Problem to work on: Please copy out every line in the records below that includes the word "stream".

Start of Block

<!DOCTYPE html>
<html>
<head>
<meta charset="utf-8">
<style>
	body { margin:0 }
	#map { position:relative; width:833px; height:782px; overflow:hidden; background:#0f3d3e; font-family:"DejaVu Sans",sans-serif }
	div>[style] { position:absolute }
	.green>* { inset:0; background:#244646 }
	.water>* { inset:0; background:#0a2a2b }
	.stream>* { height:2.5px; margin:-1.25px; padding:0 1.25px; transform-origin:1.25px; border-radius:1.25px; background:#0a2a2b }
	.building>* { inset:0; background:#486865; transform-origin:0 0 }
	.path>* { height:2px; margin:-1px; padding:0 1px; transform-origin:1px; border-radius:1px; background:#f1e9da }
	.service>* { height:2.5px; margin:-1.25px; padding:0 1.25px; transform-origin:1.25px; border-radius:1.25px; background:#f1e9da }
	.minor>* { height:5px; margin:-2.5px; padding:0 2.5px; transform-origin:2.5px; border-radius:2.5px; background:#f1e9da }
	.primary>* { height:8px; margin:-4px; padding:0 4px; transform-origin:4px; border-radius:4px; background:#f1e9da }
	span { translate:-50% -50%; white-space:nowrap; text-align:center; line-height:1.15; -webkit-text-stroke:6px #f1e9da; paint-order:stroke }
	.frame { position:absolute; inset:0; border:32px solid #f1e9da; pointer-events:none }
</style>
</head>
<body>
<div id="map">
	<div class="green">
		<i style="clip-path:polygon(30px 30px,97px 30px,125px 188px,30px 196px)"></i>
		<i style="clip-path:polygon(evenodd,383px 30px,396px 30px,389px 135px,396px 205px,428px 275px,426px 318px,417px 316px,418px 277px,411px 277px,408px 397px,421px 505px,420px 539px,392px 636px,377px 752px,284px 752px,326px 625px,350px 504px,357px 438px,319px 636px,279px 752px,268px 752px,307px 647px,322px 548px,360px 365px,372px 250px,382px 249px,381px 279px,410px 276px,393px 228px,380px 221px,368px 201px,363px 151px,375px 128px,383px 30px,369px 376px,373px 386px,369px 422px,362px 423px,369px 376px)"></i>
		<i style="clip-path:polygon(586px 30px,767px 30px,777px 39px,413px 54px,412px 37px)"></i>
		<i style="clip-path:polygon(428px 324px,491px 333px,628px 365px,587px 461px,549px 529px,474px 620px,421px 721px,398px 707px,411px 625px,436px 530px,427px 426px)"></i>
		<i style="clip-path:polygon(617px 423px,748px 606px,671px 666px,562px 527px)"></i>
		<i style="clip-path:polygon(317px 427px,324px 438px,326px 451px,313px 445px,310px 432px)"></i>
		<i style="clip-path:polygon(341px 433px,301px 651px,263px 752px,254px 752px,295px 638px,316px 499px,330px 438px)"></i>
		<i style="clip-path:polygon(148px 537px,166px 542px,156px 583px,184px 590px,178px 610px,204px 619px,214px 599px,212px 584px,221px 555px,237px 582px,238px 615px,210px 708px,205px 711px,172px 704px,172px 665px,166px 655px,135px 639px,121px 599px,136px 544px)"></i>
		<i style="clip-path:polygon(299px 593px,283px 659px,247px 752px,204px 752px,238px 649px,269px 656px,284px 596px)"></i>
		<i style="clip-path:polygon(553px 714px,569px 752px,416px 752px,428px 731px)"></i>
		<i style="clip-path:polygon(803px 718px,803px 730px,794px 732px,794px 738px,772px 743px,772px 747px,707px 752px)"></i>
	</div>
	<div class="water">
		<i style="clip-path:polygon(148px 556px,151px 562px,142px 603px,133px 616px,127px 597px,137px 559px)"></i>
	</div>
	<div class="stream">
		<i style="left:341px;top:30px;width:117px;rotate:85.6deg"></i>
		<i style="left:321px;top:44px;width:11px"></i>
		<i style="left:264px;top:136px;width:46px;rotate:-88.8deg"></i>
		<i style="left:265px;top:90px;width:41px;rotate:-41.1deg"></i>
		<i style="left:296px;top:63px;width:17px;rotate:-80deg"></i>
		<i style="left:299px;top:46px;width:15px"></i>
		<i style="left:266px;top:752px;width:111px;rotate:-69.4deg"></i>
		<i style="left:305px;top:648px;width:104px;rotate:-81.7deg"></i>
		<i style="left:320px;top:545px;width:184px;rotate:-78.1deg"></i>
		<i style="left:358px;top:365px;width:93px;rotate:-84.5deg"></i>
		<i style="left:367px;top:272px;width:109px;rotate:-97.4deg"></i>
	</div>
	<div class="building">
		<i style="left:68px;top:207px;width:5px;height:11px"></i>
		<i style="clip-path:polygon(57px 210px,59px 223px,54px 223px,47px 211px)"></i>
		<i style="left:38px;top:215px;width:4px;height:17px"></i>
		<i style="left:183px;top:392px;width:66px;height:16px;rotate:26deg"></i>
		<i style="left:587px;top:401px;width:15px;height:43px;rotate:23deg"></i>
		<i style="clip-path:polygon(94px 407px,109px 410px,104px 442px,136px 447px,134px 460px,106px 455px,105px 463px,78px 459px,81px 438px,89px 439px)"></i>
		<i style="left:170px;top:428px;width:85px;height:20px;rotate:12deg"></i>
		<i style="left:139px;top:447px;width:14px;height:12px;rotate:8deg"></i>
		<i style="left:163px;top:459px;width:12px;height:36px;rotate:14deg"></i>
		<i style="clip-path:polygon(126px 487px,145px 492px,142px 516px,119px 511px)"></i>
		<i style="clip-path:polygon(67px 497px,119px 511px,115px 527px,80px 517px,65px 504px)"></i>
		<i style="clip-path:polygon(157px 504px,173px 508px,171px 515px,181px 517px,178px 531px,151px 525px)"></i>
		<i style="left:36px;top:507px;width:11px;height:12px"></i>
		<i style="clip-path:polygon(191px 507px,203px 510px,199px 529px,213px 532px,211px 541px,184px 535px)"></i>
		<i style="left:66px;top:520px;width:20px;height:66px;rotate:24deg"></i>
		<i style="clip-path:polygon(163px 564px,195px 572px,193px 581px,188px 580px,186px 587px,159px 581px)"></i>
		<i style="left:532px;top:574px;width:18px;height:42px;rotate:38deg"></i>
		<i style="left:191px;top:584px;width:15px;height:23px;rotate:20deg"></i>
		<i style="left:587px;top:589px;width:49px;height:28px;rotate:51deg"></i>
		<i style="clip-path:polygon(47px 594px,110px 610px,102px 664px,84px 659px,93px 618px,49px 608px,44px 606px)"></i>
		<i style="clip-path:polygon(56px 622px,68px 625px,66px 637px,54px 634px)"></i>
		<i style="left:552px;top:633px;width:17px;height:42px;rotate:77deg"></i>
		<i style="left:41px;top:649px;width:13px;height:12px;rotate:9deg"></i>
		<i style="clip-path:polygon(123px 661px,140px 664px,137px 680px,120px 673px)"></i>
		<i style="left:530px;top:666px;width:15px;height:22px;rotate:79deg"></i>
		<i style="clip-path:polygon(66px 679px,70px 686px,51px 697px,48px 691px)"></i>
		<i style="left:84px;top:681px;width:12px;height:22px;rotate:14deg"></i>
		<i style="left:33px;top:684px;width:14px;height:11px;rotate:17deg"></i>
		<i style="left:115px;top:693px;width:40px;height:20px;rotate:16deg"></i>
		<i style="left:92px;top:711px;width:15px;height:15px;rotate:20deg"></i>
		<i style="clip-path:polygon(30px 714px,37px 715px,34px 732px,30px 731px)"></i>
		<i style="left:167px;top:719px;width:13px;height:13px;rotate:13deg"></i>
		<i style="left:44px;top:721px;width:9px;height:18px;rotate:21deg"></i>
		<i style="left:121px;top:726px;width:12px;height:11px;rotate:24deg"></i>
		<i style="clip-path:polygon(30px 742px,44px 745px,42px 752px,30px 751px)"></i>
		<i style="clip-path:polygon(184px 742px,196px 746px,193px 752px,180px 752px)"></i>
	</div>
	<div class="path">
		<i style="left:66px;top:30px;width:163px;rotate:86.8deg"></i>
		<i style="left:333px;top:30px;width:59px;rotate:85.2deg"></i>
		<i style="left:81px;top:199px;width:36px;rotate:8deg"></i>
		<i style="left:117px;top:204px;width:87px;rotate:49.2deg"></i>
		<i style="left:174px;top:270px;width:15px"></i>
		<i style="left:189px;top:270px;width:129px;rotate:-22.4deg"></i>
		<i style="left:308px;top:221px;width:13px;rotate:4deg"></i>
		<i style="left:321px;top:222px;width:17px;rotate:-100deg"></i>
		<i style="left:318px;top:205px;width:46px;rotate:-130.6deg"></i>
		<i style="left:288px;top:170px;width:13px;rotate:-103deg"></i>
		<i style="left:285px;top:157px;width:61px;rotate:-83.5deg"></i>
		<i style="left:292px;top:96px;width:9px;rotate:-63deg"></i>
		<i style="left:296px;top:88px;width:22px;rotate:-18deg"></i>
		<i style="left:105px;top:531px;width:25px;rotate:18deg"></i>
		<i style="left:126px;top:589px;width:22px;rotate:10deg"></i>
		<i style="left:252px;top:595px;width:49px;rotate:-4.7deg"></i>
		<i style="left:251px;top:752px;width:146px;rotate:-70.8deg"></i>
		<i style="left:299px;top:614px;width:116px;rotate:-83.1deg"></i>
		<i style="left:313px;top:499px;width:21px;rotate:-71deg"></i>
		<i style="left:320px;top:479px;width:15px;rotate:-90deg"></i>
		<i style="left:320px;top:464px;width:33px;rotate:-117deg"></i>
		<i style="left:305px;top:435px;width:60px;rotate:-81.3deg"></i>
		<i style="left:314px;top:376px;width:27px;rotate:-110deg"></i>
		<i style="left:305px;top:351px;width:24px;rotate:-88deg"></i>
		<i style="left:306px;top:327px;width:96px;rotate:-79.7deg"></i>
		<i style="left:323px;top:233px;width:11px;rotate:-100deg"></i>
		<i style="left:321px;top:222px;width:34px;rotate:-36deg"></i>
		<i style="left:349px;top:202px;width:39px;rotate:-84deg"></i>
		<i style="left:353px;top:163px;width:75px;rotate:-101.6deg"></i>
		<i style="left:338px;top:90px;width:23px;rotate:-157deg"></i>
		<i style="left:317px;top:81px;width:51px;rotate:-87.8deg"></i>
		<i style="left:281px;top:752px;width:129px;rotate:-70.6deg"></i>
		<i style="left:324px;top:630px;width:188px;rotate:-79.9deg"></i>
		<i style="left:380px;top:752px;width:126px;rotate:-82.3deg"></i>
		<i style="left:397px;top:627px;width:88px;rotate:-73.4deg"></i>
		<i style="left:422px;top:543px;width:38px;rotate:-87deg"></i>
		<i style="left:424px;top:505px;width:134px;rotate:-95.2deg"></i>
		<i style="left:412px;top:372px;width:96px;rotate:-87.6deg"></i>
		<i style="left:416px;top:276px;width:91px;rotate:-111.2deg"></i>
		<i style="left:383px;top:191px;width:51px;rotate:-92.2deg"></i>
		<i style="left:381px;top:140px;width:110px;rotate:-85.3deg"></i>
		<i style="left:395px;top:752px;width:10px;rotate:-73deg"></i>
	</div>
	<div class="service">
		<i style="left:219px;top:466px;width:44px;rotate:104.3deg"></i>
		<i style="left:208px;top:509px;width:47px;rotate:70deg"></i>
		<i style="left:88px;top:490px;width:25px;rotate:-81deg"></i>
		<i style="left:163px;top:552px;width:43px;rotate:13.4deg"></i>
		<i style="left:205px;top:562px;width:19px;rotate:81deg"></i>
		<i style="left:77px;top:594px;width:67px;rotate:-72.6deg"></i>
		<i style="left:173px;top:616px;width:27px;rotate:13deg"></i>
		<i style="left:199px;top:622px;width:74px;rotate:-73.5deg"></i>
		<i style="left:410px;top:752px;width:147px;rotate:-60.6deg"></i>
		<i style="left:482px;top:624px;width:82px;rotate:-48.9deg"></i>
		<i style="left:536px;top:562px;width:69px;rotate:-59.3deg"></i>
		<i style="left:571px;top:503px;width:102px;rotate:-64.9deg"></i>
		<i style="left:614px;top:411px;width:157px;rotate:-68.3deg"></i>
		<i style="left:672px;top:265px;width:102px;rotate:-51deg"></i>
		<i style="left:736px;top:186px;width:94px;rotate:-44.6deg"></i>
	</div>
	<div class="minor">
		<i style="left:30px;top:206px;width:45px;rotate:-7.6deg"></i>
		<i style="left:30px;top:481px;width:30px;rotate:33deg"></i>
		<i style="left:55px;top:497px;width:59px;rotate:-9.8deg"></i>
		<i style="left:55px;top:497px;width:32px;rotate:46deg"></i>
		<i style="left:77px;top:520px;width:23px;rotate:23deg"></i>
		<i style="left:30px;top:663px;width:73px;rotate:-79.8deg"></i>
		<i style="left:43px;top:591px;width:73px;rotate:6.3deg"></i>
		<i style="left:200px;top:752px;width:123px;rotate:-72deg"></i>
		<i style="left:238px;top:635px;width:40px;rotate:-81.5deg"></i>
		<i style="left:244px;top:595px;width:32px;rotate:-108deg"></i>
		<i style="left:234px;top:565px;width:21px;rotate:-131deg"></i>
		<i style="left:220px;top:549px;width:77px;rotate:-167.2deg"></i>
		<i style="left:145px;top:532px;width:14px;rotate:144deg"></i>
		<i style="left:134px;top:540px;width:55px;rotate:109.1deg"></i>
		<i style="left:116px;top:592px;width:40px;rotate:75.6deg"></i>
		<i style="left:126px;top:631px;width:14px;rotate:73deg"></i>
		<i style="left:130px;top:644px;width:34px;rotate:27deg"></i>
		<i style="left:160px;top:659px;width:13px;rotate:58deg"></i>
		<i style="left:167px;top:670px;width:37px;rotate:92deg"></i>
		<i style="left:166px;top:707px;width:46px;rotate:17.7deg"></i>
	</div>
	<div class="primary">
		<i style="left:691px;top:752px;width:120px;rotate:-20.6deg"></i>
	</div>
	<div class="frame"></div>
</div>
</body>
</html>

End of Block
Start of Block

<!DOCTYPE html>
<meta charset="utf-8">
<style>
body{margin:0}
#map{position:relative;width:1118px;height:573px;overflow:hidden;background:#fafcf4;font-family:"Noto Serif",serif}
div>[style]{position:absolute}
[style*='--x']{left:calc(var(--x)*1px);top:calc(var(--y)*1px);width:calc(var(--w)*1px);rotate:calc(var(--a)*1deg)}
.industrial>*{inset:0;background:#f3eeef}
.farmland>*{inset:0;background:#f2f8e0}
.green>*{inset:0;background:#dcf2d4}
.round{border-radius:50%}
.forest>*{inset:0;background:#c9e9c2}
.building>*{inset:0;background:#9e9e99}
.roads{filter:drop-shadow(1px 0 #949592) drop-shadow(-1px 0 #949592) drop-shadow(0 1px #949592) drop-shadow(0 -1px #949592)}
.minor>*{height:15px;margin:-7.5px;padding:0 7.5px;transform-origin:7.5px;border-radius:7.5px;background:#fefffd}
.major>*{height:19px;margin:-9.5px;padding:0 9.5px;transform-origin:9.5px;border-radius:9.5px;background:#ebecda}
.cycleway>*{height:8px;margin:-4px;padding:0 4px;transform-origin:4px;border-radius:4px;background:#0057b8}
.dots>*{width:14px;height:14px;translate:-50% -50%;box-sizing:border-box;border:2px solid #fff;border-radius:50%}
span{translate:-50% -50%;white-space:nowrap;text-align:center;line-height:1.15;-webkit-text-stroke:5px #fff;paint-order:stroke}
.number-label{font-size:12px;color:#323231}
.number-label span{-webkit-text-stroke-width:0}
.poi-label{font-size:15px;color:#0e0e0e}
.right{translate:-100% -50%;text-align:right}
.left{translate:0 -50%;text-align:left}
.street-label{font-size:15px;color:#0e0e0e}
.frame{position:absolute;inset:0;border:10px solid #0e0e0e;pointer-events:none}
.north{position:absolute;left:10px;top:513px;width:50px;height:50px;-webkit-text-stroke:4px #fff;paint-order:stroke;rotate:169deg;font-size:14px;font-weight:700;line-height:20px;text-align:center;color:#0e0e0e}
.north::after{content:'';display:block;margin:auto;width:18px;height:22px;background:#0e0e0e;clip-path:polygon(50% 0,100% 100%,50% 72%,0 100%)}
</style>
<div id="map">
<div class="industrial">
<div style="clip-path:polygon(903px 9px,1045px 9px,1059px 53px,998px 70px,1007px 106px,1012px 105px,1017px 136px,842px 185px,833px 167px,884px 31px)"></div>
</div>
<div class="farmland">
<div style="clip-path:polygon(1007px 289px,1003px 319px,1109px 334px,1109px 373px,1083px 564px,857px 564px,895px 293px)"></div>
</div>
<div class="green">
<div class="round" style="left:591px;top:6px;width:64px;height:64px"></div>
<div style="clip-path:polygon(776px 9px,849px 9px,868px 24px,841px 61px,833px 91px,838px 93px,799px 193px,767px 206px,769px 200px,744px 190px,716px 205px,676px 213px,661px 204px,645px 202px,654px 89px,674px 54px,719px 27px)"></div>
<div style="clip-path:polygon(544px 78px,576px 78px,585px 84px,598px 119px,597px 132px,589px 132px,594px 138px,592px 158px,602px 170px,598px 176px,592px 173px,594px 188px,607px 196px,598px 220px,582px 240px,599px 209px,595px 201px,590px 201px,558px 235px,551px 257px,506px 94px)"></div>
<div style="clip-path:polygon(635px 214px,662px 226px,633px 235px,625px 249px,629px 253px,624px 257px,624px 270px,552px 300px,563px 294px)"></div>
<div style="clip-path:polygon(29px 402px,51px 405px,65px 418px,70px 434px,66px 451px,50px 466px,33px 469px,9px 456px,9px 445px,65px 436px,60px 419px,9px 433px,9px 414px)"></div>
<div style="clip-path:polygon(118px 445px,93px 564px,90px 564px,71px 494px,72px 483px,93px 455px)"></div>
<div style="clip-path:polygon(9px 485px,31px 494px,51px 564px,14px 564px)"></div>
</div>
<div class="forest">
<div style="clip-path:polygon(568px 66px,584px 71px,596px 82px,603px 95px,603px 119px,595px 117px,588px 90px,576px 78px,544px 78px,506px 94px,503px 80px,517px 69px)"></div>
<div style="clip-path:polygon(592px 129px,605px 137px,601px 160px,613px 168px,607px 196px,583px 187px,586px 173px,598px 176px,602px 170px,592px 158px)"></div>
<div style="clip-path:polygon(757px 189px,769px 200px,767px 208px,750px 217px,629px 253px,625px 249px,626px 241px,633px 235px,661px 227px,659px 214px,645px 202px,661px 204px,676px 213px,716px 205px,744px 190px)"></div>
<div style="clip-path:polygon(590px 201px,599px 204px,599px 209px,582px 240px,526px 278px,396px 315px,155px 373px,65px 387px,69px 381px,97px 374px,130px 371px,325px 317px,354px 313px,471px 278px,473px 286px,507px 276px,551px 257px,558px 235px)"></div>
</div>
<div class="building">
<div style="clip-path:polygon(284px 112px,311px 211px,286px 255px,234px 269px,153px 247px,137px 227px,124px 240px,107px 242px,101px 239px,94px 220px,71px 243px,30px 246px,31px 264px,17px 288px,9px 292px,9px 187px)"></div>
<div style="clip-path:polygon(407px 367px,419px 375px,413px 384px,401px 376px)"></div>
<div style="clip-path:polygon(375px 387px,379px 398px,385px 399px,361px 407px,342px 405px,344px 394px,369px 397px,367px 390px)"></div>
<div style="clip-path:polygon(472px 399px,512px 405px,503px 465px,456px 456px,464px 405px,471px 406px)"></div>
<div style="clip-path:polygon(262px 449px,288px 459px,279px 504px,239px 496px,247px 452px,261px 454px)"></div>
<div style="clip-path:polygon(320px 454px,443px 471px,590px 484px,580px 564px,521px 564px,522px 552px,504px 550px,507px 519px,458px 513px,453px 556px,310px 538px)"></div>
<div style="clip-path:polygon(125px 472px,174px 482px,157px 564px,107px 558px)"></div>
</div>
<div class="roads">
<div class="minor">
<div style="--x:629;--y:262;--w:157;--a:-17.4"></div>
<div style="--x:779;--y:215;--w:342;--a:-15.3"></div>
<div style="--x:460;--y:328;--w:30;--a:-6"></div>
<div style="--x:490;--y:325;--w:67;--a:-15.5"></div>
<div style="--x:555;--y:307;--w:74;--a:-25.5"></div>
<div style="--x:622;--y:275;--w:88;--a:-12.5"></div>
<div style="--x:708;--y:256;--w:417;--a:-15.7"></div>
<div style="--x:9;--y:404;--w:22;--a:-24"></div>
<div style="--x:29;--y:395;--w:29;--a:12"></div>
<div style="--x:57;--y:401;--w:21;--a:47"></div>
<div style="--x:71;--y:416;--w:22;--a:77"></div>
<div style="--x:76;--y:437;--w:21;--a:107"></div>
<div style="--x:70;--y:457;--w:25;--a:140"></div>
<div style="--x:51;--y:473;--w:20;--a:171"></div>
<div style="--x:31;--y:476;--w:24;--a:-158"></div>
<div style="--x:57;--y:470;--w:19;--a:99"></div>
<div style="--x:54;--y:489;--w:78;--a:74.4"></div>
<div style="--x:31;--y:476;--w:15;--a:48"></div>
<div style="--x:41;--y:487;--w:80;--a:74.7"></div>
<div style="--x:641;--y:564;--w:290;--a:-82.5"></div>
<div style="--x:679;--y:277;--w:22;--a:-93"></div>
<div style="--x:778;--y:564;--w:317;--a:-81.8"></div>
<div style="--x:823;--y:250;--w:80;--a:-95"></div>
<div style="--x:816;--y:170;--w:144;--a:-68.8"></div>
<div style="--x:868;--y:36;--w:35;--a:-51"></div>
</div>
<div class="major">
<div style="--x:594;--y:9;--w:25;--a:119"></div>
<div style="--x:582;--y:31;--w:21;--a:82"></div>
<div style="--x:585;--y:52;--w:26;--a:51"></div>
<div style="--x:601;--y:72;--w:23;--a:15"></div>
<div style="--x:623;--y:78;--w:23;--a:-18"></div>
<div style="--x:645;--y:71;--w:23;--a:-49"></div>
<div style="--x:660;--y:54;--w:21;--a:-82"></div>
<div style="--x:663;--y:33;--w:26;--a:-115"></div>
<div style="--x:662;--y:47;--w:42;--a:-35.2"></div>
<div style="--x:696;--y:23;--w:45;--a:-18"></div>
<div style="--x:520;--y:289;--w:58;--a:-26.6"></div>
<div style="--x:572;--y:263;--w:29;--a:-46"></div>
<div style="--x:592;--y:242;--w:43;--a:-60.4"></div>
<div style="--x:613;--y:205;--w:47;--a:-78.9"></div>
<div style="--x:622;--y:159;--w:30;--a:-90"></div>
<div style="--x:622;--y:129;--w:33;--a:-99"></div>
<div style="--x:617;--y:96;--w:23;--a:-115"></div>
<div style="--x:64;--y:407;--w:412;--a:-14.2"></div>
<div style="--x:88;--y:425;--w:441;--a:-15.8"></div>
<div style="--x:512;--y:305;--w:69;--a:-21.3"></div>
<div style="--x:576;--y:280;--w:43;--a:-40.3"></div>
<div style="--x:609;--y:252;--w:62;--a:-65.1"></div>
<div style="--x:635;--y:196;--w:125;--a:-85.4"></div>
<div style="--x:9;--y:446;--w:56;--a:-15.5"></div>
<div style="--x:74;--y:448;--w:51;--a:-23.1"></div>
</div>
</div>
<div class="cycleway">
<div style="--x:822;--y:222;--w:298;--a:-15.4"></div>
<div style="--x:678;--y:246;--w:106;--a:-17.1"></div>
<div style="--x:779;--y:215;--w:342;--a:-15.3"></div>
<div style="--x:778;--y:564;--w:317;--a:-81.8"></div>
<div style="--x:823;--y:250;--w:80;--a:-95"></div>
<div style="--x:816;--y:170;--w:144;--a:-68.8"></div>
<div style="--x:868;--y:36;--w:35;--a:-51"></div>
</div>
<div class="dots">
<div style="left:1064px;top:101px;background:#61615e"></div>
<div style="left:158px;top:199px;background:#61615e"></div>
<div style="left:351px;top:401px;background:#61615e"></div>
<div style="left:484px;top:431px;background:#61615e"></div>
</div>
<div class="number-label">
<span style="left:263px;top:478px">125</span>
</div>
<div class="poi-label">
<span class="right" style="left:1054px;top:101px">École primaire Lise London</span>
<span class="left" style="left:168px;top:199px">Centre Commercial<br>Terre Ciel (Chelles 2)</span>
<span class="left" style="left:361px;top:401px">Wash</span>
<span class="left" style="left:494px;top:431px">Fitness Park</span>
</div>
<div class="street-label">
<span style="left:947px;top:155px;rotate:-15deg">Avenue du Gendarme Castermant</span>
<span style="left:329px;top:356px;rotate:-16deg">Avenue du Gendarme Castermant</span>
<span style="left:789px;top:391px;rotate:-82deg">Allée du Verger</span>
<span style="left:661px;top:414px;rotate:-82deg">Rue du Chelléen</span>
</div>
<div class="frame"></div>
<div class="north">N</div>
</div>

End of Block

Result:
	.stream>* { height:2.5px; margin:-1.25px; padding:0 1.25px; transform-origin:1.25px; border-radius:1.25px; background:#0a2a2b }
	<div class="stream">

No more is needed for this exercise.